A grand committee of international parliamentarians empty-chaired Mark Zuckerberg at a hearing earlier today, after the Facebook founder snubbed repeat invitations to face questions about malicious, abusive and improper uses of his social media platform — including the democracy-denting impacts of so-called “fake news.”
The U.K.’s DCMS committee has been leading the charge to hold Facebook to account for data misuse scandals and election interference — now joined in the effort by international lawmakers from around the world. But still not by Zuckerberg himself.
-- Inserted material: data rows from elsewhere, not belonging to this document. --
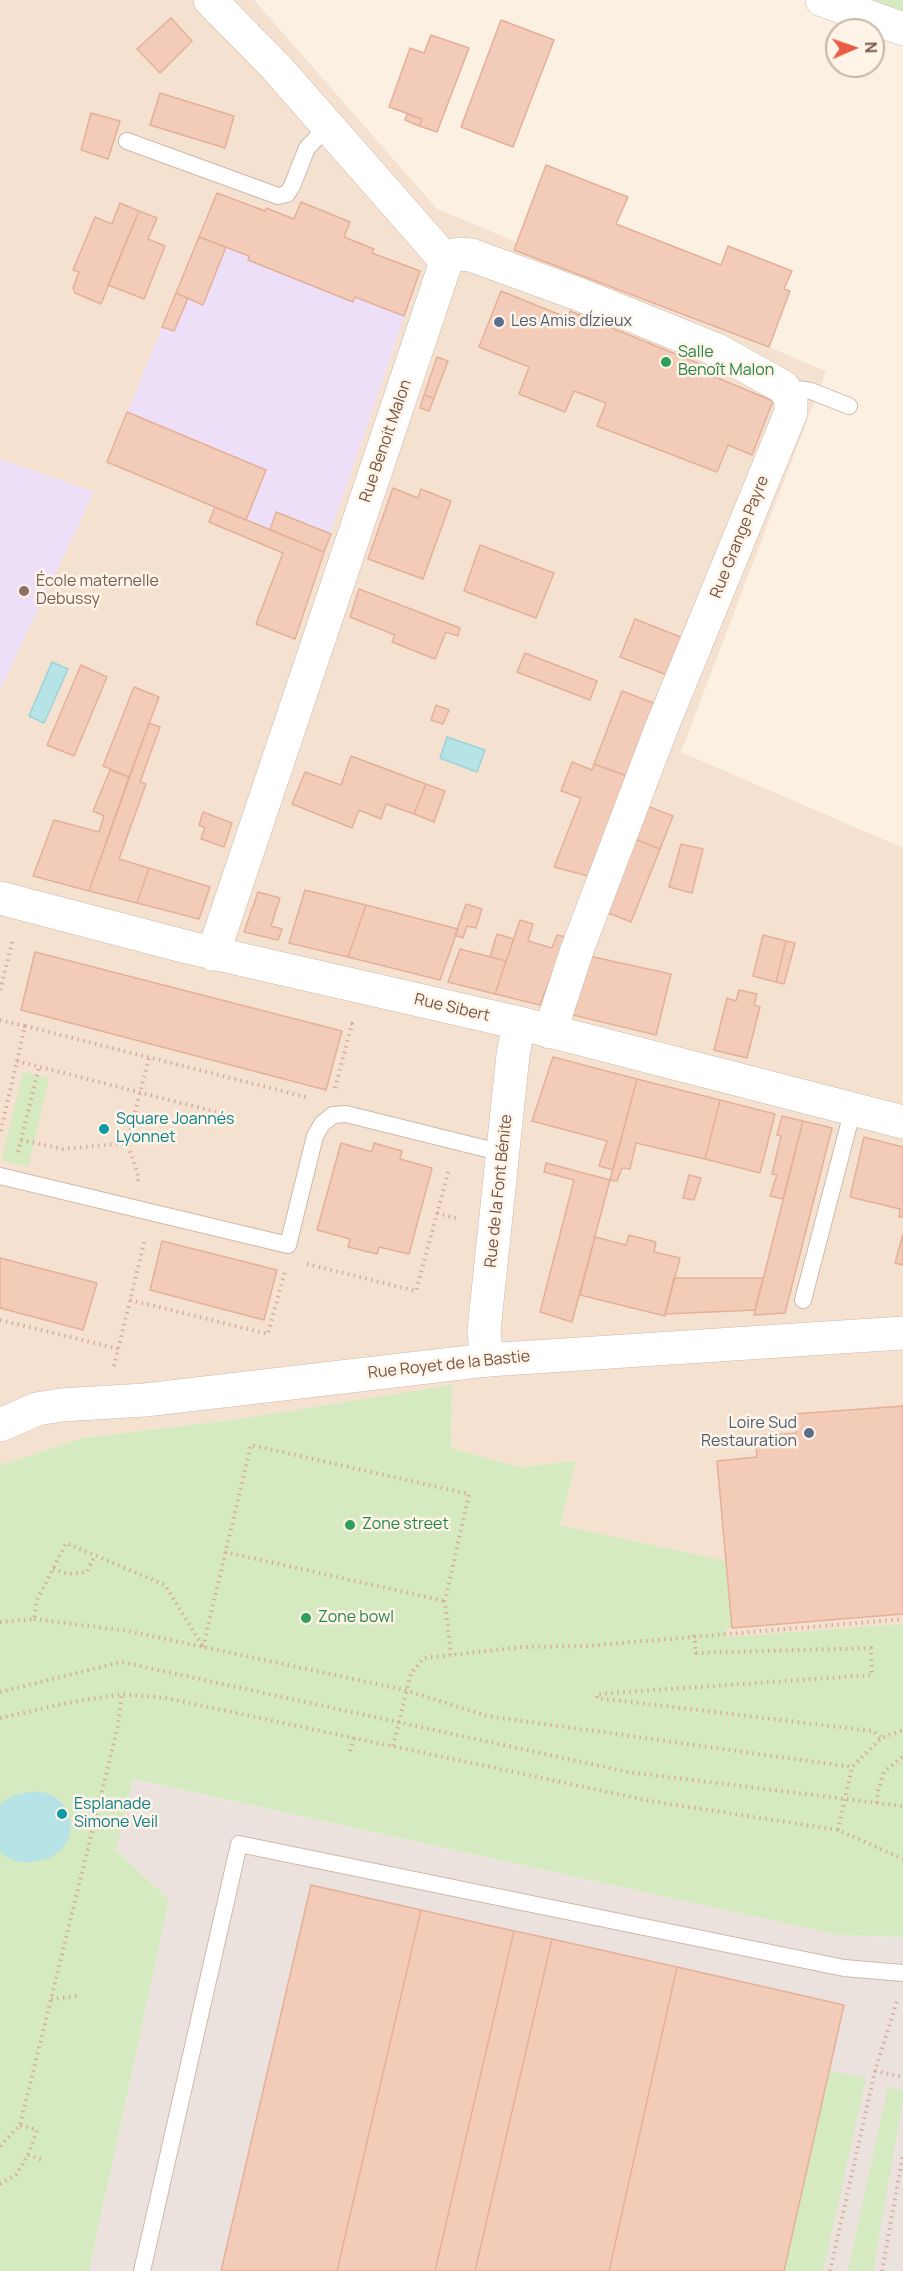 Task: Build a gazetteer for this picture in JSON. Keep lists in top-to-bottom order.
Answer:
{
  "streets": {
    "street": [
      "Rue Benoit Malon",
      "Rue Grange Payre",
      "Rue Sibert",
      "Rue de la Font Bénite",
      "Rue Royet de la Bastie"
    ]
  },
  "crossings": [
    ["Rue Benoit Malon", "Rue Sibert"],
    ["Rue Grange Payre", "Rue Sibert"],
    ["Rue Grange Payre", "Rue de la Font Bénite"],
    ["Rue Sibert", "Rue de la Font Bénite"],
    ["Rue de la Font Bénite", "Rue Royet de la Bastie"]
  ],
  "places": [
    "Les Amis dÍzieux",
    "Salle Benoît Malon",
    "École maternelle Debussy",
    "Square Joannés Lyonnet",
    "Loire Sud Restauration",
    "Zone street",
    "Zone bowl",
    "Esplanade Simone Veil"
  ],
  "north": "right"
}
In all, parliamentarians from nine countries were in the room to put awkward questions to Zuckerberg’s stand-in, policy VP Richard Allan — including asking what Facebook is doing to stop WhatsApp being used as a vector to spread political disinformation in South America; why Facebook refused to remove a piece of highly inflammatory anti-Muslim hate speech in Sri Lanka (until the country blocked access to its platform); how Facebook continues to track non-users in Belgium and how it justifies doing so under Europe’s tough new GDPR framework; and, more generally, why anyone should have any trust in anything the company says at this point — with the company neck-deep in privacy and trust scandals.
The elected representatives were collectively speaking up for close to 450 million people across the U.K., Argentina, Belgium, Brazil, Canada, France, Ireland, Latvia and Singapore. The most oft-repeated question on their lips was why wasn’t Zuckerberg there?